Getting through your quit day can be emotionally and physically challenging, especially if strong tobacco cravings strike. Try these tips to help manage your quit day:

  • Don't smoke, not even "just one."
  • Use nicotine replacement therapy if you've chosen that method.
  • If you are having strong cravings and withdrawal despite using medication, talk to your doctor about adjusting the medication plan to better control these symptoms.
  • Remind yourself of your reasons to stop smoking.
  • Drink plenty of water or juice.
  • Keep physically active.
  • Avoid situations and people that trigger your urge to smoke.
  • Attend a support group, counseling session or stop-smoking class.
  • Practice stress management and relaxation techniques.

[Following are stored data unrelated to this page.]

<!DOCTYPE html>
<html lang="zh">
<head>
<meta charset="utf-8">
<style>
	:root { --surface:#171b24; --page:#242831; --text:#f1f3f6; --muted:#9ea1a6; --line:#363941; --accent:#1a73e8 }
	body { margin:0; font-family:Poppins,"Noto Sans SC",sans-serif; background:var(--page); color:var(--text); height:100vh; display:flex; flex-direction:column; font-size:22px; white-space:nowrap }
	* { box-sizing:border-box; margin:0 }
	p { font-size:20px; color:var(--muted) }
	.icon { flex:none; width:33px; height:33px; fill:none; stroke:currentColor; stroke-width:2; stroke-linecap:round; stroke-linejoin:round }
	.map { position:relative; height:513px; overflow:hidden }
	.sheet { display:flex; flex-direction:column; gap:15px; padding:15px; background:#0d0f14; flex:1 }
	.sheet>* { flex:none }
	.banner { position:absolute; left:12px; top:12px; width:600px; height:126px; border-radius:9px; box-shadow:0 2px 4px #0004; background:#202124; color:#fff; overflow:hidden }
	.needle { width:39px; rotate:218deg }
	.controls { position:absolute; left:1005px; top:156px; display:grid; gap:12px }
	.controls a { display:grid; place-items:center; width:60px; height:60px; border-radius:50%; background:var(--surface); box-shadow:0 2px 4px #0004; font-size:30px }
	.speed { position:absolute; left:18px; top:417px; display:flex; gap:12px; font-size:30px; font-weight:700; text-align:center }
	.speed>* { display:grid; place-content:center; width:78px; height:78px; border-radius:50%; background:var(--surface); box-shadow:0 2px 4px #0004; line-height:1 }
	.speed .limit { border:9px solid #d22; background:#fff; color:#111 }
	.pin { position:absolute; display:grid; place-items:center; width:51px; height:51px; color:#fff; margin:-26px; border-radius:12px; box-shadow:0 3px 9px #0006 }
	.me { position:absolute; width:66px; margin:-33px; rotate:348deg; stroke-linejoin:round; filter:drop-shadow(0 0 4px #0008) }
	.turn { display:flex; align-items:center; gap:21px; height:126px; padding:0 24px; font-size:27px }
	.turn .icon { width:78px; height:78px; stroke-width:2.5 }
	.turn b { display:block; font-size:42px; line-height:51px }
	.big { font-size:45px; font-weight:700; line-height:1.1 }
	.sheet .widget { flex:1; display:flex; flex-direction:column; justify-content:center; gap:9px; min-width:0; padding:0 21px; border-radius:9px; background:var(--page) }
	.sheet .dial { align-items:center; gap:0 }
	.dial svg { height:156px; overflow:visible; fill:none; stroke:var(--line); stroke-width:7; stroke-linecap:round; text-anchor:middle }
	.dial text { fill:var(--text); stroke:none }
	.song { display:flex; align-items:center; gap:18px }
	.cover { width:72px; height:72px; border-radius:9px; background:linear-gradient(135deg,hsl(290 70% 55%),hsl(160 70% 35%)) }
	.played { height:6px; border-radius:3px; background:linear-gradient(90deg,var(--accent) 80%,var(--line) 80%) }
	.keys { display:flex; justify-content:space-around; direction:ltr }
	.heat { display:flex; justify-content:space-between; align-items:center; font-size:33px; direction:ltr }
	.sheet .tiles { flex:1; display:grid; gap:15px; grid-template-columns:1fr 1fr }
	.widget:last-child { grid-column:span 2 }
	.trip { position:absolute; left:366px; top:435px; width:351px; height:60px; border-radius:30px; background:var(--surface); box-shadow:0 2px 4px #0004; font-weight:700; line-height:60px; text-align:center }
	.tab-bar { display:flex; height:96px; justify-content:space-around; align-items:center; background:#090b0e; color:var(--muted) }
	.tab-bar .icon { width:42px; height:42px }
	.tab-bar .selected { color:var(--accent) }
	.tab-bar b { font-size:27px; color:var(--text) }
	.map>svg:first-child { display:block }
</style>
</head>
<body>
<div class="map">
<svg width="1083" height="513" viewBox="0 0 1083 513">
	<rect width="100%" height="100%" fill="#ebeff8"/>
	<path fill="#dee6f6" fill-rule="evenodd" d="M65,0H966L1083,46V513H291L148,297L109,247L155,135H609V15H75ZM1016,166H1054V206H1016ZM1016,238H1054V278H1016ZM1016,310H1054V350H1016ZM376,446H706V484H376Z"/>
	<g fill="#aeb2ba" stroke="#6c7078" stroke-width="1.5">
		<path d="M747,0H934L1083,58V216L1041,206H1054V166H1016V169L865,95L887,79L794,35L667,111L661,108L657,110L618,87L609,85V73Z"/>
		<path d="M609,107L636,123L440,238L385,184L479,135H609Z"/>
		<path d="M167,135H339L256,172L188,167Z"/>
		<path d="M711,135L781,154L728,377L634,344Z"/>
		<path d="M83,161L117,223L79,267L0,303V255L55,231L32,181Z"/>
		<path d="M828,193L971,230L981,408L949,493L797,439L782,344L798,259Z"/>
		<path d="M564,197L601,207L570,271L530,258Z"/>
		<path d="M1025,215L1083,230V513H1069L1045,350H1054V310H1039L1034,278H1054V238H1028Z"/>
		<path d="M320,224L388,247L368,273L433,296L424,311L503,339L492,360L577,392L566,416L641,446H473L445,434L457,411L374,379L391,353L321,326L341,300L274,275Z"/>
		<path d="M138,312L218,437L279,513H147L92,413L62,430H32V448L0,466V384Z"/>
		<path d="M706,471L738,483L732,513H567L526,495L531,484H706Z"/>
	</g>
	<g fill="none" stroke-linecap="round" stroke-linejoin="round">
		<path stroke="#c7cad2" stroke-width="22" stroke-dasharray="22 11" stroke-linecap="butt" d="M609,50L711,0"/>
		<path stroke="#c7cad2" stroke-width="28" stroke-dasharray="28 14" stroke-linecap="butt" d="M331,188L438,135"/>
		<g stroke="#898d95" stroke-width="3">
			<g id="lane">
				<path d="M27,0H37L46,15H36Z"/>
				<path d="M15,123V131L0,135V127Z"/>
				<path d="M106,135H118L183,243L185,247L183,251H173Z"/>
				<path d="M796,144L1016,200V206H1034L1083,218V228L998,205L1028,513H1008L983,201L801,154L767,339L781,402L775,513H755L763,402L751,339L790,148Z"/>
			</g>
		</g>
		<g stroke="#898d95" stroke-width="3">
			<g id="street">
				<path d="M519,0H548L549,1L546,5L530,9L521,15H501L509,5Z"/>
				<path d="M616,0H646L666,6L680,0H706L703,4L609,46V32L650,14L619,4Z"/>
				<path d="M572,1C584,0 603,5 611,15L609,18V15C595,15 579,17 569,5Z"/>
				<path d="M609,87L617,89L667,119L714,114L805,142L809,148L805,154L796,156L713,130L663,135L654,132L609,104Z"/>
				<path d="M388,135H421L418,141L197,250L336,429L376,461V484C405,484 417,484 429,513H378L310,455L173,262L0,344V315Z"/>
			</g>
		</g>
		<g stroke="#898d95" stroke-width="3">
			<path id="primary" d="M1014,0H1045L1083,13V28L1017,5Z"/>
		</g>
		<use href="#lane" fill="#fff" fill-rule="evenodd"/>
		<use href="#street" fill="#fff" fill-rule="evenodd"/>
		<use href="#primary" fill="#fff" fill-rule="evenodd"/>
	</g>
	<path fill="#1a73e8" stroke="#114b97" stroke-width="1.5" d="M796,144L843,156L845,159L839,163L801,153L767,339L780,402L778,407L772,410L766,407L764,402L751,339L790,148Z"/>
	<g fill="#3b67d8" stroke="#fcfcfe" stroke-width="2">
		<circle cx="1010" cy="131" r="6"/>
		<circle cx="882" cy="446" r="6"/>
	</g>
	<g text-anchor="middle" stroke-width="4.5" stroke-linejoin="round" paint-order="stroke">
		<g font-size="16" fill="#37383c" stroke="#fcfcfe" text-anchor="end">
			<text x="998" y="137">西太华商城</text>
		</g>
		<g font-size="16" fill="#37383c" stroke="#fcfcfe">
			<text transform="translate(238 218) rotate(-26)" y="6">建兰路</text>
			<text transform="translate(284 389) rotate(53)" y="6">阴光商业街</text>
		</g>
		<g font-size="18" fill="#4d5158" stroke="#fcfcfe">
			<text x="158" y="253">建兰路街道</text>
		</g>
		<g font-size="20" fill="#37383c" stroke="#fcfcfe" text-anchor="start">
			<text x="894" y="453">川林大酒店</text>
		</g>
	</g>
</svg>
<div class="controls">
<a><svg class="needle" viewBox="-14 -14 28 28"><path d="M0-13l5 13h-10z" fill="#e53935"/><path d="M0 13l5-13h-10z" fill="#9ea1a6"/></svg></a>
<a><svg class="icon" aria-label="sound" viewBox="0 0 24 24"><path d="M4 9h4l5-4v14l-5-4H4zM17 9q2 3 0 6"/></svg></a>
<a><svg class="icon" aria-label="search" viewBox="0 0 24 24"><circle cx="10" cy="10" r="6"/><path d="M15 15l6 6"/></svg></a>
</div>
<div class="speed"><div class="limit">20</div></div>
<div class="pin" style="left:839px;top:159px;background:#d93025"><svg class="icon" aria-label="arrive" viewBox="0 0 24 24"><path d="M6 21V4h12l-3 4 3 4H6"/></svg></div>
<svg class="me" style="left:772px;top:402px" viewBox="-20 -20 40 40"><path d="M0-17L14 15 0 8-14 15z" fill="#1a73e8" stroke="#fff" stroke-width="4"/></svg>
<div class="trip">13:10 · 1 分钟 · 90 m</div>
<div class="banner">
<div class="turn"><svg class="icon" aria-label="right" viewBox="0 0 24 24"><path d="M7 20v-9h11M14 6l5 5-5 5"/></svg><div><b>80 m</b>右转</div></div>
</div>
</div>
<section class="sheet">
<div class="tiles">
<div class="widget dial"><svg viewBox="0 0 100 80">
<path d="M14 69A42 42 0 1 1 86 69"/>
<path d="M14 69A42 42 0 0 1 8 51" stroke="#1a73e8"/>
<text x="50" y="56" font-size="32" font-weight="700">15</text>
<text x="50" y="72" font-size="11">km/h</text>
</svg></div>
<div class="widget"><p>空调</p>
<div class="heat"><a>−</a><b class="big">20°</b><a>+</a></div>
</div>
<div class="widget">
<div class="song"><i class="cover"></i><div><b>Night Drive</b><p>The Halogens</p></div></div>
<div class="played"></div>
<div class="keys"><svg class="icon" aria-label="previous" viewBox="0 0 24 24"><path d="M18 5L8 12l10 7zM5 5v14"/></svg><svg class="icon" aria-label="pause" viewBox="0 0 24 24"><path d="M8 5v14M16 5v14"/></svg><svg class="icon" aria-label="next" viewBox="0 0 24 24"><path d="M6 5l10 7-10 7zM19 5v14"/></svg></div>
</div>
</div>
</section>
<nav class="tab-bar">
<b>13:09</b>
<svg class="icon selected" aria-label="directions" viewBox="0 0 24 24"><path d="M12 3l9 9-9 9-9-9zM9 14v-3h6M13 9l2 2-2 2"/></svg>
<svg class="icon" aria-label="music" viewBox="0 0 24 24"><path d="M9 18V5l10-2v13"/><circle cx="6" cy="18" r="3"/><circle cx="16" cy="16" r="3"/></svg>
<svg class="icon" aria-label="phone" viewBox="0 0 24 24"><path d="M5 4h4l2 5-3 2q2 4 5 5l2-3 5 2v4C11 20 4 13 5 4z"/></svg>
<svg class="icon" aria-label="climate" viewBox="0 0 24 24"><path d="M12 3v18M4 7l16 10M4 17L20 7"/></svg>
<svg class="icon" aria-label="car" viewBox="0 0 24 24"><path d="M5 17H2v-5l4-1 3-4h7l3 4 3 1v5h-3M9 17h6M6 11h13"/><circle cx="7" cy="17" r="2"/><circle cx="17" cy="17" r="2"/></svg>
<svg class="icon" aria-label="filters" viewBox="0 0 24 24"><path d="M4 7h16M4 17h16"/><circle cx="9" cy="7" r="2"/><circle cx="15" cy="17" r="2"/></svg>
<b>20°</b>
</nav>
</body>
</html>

  • Keep your hands busy with your cigarette substitutes or an activity, such as writing or knitting.
  • Keep your mind distracted when necessary with a book or crossword puzzle.

With a quit-smoking plan to guide you, you'll have resources you can lean on when you quit smoking. The more resources you have in place — support groups, nicotine replacement, medications, coaching, your doctor's advice — the more likely you are to quit your smoking habit for good.